Records provided:
━━━━
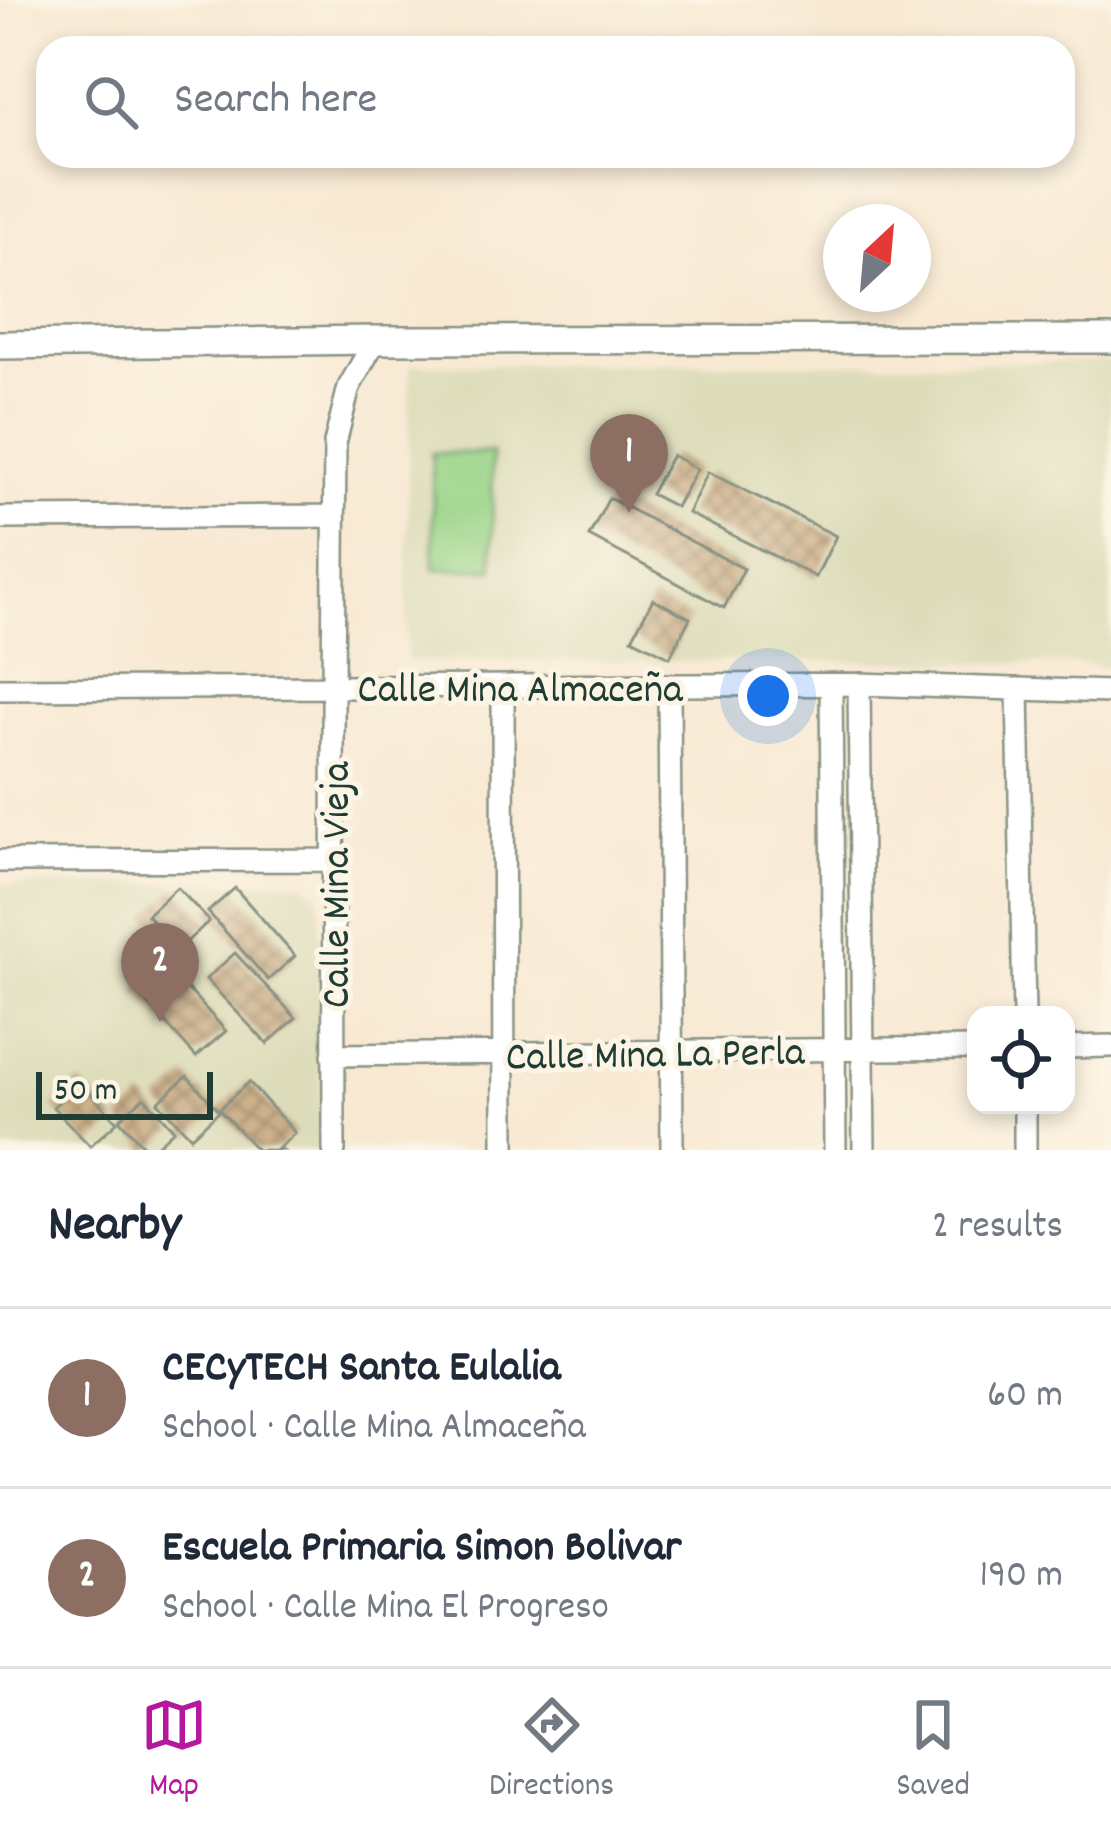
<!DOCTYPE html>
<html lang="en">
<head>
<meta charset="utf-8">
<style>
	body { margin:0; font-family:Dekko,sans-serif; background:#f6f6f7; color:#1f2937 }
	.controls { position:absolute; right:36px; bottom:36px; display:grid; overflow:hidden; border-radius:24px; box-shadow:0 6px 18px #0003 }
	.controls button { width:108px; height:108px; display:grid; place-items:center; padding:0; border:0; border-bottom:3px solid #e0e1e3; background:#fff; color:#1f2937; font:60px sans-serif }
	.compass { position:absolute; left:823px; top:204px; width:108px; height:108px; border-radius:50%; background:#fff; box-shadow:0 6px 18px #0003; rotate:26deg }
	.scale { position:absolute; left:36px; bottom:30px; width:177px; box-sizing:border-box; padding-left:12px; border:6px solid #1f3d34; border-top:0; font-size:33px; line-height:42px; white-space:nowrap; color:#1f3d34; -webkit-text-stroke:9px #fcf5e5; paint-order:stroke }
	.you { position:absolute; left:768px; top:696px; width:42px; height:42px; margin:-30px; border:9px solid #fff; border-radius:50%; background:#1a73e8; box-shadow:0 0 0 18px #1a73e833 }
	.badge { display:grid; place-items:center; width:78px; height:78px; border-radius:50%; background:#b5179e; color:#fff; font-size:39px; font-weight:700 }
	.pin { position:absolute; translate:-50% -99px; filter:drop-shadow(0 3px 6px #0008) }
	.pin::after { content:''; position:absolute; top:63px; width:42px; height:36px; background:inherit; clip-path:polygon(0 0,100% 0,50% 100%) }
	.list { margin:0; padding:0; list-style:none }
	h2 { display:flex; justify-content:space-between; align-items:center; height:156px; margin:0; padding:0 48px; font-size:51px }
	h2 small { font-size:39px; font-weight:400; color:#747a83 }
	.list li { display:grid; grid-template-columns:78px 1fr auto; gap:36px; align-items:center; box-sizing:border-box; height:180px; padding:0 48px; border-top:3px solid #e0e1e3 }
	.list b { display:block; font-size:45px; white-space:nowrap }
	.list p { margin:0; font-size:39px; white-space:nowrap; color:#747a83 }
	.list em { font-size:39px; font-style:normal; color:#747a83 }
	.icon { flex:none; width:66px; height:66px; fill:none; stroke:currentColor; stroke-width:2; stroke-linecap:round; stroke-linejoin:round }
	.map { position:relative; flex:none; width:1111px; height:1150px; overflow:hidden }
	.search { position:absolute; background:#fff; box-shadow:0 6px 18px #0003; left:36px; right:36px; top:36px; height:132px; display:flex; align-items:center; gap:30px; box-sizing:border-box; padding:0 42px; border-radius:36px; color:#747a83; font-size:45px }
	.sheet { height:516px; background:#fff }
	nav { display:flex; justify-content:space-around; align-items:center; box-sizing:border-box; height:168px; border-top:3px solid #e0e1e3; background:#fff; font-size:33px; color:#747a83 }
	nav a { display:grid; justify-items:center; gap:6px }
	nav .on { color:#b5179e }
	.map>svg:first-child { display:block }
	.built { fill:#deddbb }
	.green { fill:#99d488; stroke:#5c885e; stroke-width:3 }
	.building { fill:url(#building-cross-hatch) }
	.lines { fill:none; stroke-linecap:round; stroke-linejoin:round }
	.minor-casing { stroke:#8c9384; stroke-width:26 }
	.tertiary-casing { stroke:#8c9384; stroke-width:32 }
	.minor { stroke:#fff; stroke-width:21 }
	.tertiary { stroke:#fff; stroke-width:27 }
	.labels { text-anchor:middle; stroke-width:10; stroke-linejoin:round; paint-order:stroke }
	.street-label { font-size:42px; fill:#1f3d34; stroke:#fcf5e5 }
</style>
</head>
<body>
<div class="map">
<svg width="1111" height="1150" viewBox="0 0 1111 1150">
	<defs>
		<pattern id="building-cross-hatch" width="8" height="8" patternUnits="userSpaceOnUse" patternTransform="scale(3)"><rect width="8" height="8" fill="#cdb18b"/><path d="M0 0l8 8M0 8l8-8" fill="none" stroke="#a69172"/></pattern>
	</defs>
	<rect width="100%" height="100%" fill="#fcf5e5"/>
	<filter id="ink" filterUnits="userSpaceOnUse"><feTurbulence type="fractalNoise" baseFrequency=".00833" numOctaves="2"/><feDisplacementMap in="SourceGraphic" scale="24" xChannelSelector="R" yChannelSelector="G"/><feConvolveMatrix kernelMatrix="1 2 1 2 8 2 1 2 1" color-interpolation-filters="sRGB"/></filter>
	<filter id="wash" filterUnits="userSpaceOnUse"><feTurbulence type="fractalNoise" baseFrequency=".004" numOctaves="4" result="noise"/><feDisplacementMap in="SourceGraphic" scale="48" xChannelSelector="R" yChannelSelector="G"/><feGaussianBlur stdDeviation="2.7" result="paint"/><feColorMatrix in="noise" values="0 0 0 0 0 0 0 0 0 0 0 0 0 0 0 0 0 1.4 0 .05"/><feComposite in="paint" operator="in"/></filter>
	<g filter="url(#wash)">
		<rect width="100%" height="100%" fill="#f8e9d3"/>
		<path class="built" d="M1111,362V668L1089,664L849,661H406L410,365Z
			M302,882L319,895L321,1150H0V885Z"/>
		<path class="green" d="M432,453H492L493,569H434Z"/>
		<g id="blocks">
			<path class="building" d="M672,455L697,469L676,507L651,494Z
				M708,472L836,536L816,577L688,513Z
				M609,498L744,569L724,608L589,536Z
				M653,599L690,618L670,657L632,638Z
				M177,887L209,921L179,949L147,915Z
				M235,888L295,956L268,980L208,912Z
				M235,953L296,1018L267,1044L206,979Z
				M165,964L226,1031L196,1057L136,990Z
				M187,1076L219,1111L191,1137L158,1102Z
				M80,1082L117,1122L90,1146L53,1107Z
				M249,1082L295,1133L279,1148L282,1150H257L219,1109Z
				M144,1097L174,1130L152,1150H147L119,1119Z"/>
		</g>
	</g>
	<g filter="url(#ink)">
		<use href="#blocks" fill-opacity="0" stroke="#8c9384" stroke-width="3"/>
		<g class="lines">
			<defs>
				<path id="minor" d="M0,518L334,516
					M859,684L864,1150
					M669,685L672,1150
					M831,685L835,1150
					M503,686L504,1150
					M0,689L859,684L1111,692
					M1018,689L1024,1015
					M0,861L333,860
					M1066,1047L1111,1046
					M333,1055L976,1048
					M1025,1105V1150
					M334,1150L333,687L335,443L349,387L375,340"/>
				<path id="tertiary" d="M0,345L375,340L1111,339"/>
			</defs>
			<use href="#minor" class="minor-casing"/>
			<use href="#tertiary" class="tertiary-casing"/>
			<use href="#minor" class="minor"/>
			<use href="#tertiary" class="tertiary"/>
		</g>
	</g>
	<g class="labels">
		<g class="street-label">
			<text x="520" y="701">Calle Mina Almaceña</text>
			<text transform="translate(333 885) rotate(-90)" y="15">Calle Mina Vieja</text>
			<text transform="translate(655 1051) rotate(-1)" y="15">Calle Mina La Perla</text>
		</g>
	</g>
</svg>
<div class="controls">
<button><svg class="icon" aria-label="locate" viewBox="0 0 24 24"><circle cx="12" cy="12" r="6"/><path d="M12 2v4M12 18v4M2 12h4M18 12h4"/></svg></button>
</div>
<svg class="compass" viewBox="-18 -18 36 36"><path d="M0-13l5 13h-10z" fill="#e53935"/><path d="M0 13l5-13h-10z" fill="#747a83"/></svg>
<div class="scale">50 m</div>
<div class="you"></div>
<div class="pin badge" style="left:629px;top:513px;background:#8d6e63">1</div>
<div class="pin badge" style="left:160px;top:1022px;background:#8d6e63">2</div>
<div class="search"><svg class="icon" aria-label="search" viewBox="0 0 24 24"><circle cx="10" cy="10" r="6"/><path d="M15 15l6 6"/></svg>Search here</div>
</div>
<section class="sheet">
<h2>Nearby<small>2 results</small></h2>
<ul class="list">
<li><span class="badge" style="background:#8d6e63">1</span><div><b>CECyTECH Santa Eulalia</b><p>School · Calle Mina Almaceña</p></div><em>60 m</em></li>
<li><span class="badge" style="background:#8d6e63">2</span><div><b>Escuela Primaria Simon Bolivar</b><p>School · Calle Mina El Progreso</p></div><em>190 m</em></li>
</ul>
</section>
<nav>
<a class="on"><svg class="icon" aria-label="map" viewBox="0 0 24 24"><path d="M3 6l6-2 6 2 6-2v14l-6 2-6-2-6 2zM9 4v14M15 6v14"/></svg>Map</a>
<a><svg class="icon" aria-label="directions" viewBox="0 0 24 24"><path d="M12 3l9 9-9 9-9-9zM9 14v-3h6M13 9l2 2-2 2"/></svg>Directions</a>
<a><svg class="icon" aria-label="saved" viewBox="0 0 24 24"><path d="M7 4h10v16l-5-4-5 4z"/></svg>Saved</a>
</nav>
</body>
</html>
━━━━
What to work on:
Within the material above, extract exactly the lines that start at the line containing "position:absolute; left:768px; top:696px;" and stop after the line containing "content:''; position:absolute; top:63px;", and only those.

Solved exercise:
	.you { position:absolute; left:768px; top:696px; width:42px; height:42px; margin:-30px; border:9px solid #fff; border-radius:50%; background:#1a73e8; box-shadow:0 0 0 18px #1a73e833 }
	.badge { display:grid; place-items:center; width:78px; height:78px; border-radius:50%; background:#b5179e; color:#fff; font-size:39px; font-weight:700 }
	.pin { position:absolute; translate:-50% -99px; filter:drop-shadow(0 3px 6px #0008) }
	.pin::after { content:''; position:absolute; top:63px; width:42px; height:36px; background:inherit; clip-path:polygon(0 0,100% 0,50% 100%) }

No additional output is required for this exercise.